“When, kneeling beside the body of your friend that day at Gavrillac, you insulted and provoked me, had I been the tiger you conceived me I must have killed you too. I am, as you may know, a man of quick passions. Yet I curbed the natural anger you aroused in me, because I could forgive an affront to myself where I could not overlook a calculated attack upon my order.”
He paused a moment. Andre-Louis stood rigid listening and wondering. So, too, the others. Then M. le Marquis resumed, on a note of less assurance. “In the matter of Mlle. Binet I was unfortunate. I wronged you through inadvertence. I had no knowledge of the relations between you.”
Andre-Louis interrupted him sharply at last with a question: “Would it have made a difference if you had?”
“No,” he was answered frankly. “I have the faults of my kind. I cannot pretend that any such scruple as you suggest would have weighed with me. But can you — if you are capable of any detached judgment — blame me very much for that?”
“All things considered, monsieur, I am rapidly being forced to the conclusion that it is impossible to blame any man for anything in this world; that we are all of us the sport of destiny. Consider, monsieur, this gathering — this family gathering — here to-night, whilst out there... O my God, let us make an end! Let us go our ways and write ‘finis’ to this horrible chapter of our lives.”
M. le La Tour considered him gravely, sadly, in silence for a moment.
“Perhaps it is best,” he said, at length, in a small voice. He turned to Mme. de Plougastel. “If a wrong I have to admit in my life, a wrong that I must bitterly regret, it is the wrong that I have done to you, my dear... "
“Not now, Gervais! Not now!” she faltered, interrupting him.
“Now — for the first and the last time. I am going. It is not likely that we shall ever meet again — that I shall ever see any of you again — you who should have been the nearest and dearest to me. We are all, he says, the sport of destiny. Ah, but not quite. Destiny is an intelligent force, moving with purpose. In life we pay for the evil that in life we do. That is the lesson that I have learnt to-night. By an act of betrayal I begot unknown to me a son who, whilst as ignorant as myself of our relationship, has come to be the evil genius of my life, to cross and thwart me, and finally to help to pull me down in ruin. It is just — poetically just. My full and resigned acceptance of that fact is the only atonement I can offer you.”

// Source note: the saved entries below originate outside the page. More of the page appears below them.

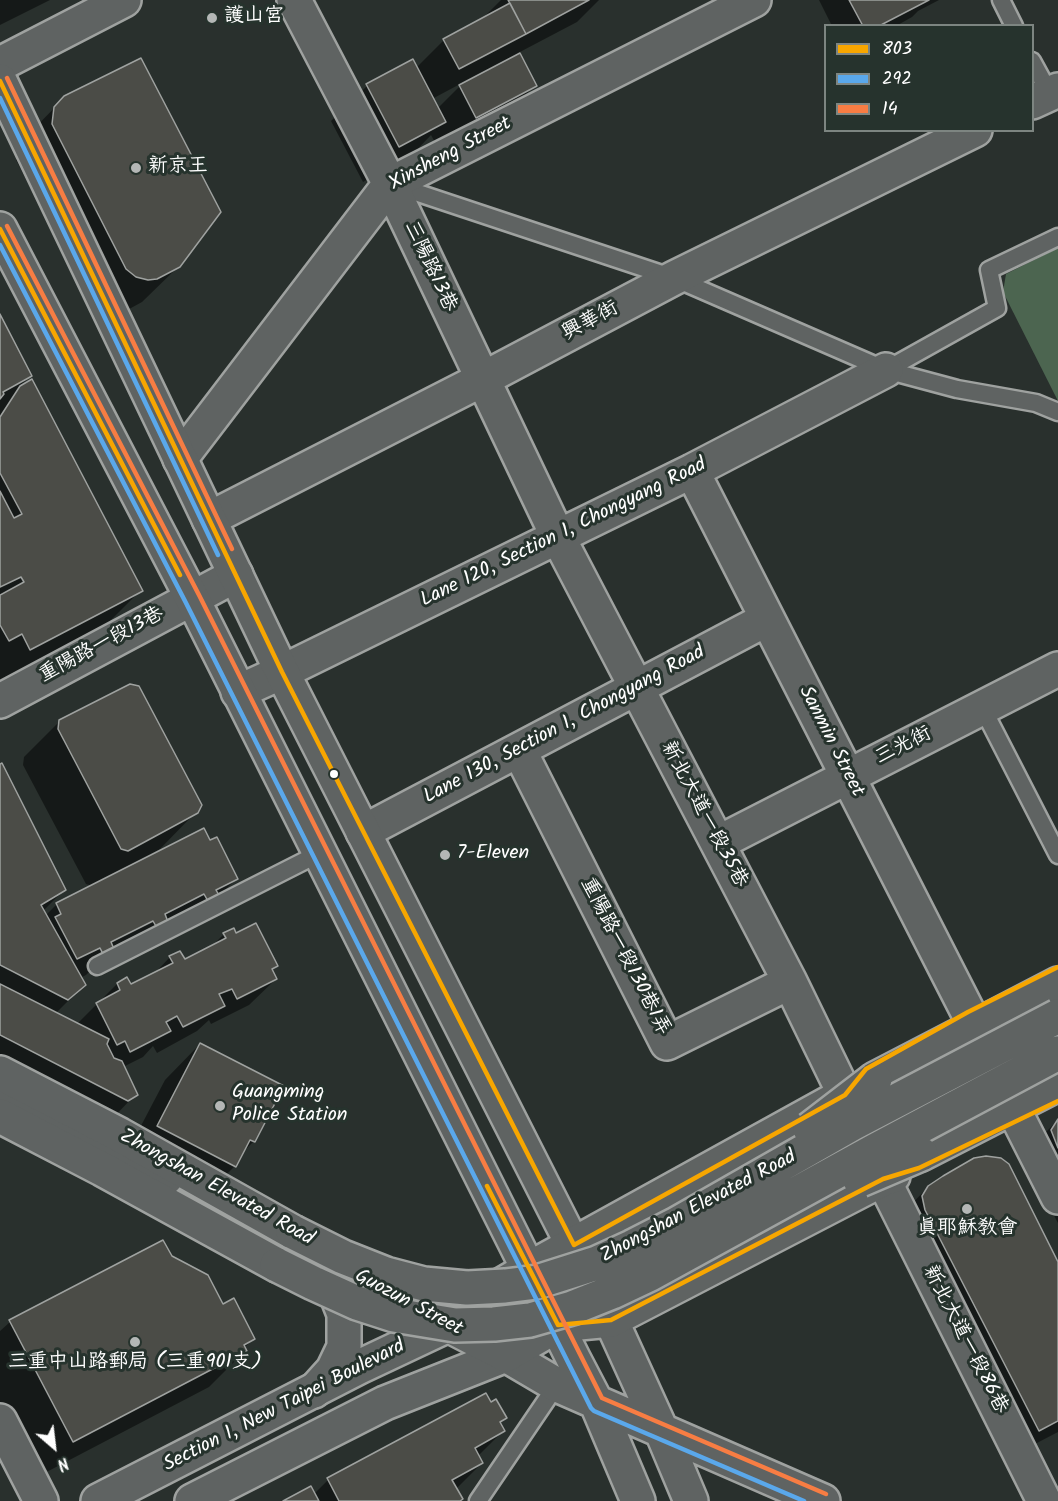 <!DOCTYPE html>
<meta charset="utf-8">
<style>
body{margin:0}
#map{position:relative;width:1058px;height:1501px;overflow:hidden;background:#29302d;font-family:Kalam,sans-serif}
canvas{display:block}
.legend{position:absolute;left:824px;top:24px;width:210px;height:108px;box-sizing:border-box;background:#26332d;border:2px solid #7d8581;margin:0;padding:8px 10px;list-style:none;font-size:18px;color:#fff}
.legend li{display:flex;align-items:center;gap:12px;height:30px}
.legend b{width:30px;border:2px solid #7d8581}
.north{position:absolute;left:24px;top:1417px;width:60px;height:60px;-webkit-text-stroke:4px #26332d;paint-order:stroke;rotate:152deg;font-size:16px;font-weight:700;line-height:24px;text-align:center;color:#fff}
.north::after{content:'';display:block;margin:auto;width:21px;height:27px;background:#fff;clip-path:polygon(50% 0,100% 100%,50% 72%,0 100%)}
</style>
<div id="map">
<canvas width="1058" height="1501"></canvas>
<ul class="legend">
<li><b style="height:8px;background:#f7a600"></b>803</li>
<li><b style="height:8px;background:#5aa8eb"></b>292</li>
<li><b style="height:8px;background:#f77d43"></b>14</li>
</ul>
<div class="north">N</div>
</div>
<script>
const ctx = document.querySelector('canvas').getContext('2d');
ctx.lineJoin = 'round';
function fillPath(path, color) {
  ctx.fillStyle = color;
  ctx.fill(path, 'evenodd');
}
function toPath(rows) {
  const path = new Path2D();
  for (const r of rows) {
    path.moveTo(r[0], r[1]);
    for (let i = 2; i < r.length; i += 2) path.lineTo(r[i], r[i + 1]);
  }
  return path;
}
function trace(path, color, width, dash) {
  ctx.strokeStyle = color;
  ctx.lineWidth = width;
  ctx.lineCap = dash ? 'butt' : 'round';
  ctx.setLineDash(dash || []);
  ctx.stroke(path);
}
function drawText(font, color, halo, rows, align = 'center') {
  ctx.font = font + ' Kalam,"LXGW WenKai TC",sans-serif';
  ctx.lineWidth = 6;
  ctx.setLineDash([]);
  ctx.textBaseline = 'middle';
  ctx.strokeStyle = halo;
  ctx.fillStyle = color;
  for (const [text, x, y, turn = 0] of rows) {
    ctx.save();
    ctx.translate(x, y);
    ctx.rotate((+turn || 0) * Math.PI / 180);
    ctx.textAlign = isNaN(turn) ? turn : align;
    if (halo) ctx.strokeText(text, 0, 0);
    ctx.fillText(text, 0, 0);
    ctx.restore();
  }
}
const green = toPath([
 [1058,248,1058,401,1003,292,1006,274]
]);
const shadow = toPath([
 [0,0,50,0,0,25],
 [501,0,599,0,577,22,518,53,535,85,500,121,440,152,431,135,409,158,363,182,331,121,367,86,412,61,416,68,444,40,480,21],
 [462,83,462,84,437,109,432,99],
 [819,0,939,0,918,11,912,17,896,26,832,26],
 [65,97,179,266,142,302,120,314,91,304,16,160,19,144],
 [0,317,30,376,20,386,141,590,105,626,0,681],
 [60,721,196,812,160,849,151,854,152,856,209,842,236,879,192,923,103,958,86,975,80,978,84,985,56,1013,77,1024,117,984,126,979,130,986,152,976,170,957,184,961,211,947,224,934,235,935,276,966,271,971,276,979,249,1005,211,1024,209,1020,197,1031,157,1053,153,1046,143,1057,123,1067,136,1094,110,1121,0,1074,0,766,64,890,43,911,46,915,57,904,93,886,86,884,23,765,24,757],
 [200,1044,282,1087,253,1142,241,1154,235,1166,199,1201,122,1162,165,1080],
 [1058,1120,1058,1223,1029,1168,1034,1144],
 [928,1187,1058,1265,1058,1432,1012,1456,902,1214],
 [163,1242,171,1258,223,1306,254,1338,244,1348,245,1351,209,1387,37,1477,0,1407,0,1331,10,1322],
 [490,1404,505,1418,499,1424,503,1431,478,1456,482,1463,456,1489,459,1501,286,1501,314,1494,328,1480]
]);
const building = toPath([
 [508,0,589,0,526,34,508,0],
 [849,0,929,0,879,26,863,26,849,0],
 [510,3,526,34,459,69,443,39,510,3],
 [520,53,537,86,476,118,459,85,520,53],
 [141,58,221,212,180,267,157,279,148,280,136,277,126,269,52,124,54,107,64,96,141,58],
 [413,59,446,122,399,147,366,84,413,59],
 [0,314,32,376,3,392,4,394,0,399,0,314],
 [32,379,143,591,30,650,22,634,9,641,0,625,0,595,24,582,21,577,0,587,0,491,14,518,22,514,0,473,0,417,20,386,32,379],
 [130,684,139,686,202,805,198,813,128,851,121,849,58,729,59,720,130,684],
 [2,763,66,890,41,905,86,985,68,1000,0,965,0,764,2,763],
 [204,828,210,840,217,837,238,879,216,890,220,897,209,903,204,894,165,914,168,922,157,928,153,921,111,942,114,949,103,954,100,948,77,959,55,917,61,914,56,903,204,828],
 [256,923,278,966,272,969,277,979,237,999,232,989,219,994,225,1006,183,1027,177,1016,166,1022,171,1031,130,1052,125,1041,117,1045,96,1003,120,990,117,983,127,977,131,984,173,963,169,956,180,951,185,959,226,938,223,933,234,928,236,933,256,923],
 [0,984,109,1039,107,1044,114,1058,122,1061,138,1095,128,1101,0,1035,0,984],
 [200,1043,284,1086,255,1142,250,1140,236,1167,157,1126,200,1043],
 [1058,1119,1058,1148,1051,1130,1058,1119],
 [986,1156,1001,1158,1009,1164,1058,1262,1058,1421,1039,1431,925,1210,922,1196,928,1186,943,1176,974,1158,986,1156],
 [163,1240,172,1256,208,1275,223,1304,234,1298,255,1339,244,1345,247,1351,73,1442,9,1320,163,1240],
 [486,1393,491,1402,496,1399,507,1418,500,1422,505,1431,475,1448,483,1463,452,1480,463,1499,460,1501,339,1501,327,1478,486,1393],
 [311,1486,319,1501,283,1501,311,1486]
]);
const lane = toPath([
 [1001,0,1014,26],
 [1032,61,1050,94],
 [391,184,674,278,886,370],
 [1058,237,989,270,997,308,886,370,957,389,1036,403,1058,412],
 [982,707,1058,855],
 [97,966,320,853],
 [478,1501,560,1380]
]);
const street = toPath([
 [294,0,390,184,558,537,790,982,845,1095,883,1179,1044,1501],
 [0,64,124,0],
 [1032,102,1058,90],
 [180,459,390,184,754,0],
 [692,471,968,1012],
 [209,519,483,379,674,278,975,130],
 [238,692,282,672,692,471,886,370],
 [0,701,236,575],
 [519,750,667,1043,790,982],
 [363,832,767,619],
 [718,843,1058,669],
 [1019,1120,1058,1197],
 [0,1421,41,1501]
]);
const secondary = toPath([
 [0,81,282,672,611,1320,662,1432,691,1501],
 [0,229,192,598,574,1360,597,1404,638,1501],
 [98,1501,359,1367,448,1325],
 [192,1501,385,1403,506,1355,557,1385,823,1501]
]);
const primary = toPath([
 [0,1092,166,1178],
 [340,1269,506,1355,558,1325,611,1320,883,1179,893,1176],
 [448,1325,476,1300,529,1269,835,1100],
 [314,1391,333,1370,344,1347,344,1314,335,1291,325,1275]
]);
const highway = toPath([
 [0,1073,120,1135,293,1232],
 [875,1079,1058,984],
 [0,1116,102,1169,277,1265],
 [921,1154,1058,1084]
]);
const highwayBridge = toPath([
 [810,1129,875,1079],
 [860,1180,921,1154],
 [293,1232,343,1257,386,1274,424,1284,467,1288,505,1286,537,1282,597,1263,632,1247,675,1225,852,1124,1058,1016],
 [277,1265,313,1283,357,1303,394,1315,455,1325,494,1324,530,1320,572,1308,612,1292,650,1274,876,1150,1058,1053]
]);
const bus1 = toPath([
 [0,81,282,672,574,1245,845,1095,866,1069,968,1012,1058,967],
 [0,229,180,575],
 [487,1186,558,1325,611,1320,883,1179,919,1168,1058,1101]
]);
const bus2 = toPath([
 [0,98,218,555],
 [0,245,185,601,591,1408,594,1411,804,1501]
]);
const bus3 = toPath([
 [7,78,232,549],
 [7,226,199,595,602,1398,826,1494]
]);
const markers = [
 [212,18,6,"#b4b7b6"],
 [136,168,6,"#b4b7b6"],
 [334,774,5,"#fff"],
 [445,855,6,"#b4b7b6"],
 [220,1106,6,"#b4b7b6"],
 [967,1209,6,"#b4b7b6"],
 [135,1342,6,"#b4b7b6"]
];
const poiNames = [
 ["護山宮",224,18],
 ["新京王",148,168],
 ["7-Eleven",457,855],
 ["Guangming",232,1094],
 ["Police Station",232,1117],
 ["真耶穌教會",967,1230,"center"],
 ["三重中山路郵局 (三重901支)",135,1364,"center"]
];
const streetNames = [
 ["Xinsheng Street",451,155,-28],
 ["三陽路13巷",429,267,65],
 ["興華街",591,322,-28],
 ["Lane 120, Section 1, Chongyang Road",564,534,-26],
 ["重陽路一段13巷",102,646,-28],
 ["Lane 130, Section 1, Chongyang Road",565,726,-28],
 ["Sanmin Street",830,742,63],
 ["三光街",904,747,-27],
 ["新北大道一段35巷",703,815,62],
 ["重陽路一段130巷1弄",624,957,63],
 ["Zhongshan Elevated Road",216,1189,29],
 ["Zhongshan Elevated Road",699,1208,-28],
 ["Guozun Street",408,1304,28],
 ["新北大道一段86巷",964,1340,63],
 ["Section 1, New Taipei Boulevard",285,1407,-27]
];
fillPath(green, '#4c6550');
fillPath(shadow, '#0007');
fillPath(building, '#4b4c47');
trace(building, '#9fa2a0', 1.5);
trace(lane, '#9fa2a0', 21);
trace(street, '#9fa2a0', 38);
trace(secondary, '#9fa2a0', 38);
trace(primary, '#9fa2a0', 38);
trace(highway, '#9fa2a0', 38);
trace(lane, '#5f6362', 16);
trace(street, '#5f6362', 33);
trace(secondary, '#5f6362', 33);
trace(primary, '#5f6362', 33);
trace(highway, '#5f6362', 33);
trace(highwayBridge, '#9fa2a0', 38, []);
trace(highwayBridge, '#5f6362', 33);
trace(bus1, '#f7a600', 4.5);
trace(bus2, '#5aa8eb', 4.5);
trace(bus3, '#f77d43', 4.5);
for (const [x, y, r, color] of markers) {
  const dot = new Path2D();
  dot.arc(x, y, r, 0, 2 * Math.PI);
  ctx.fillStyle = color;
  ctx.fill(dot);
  trace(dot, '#26332d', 2);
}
drawText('20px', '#fff', '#26332d', poiNames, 'left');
drawText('20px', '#fff', '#26332d', streetNames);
</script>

He stooped and took one of madame’s hands that lay limply in her lap.
“Good-bye, Therese!” His voice broke. He had reached the end of his iron self-control.
She rose and clung to him a moment, unashamed before them. The ashes of that dead romance had been deeply stirred this night, and deep down some lingering embers had been found that glowed brightly now before their final extinction. Yet she made no attempt to detain him. She understood that their son had pointed out the only wise, the only possible course, and was thankful that M. de La Tour d’Azyr accepted it.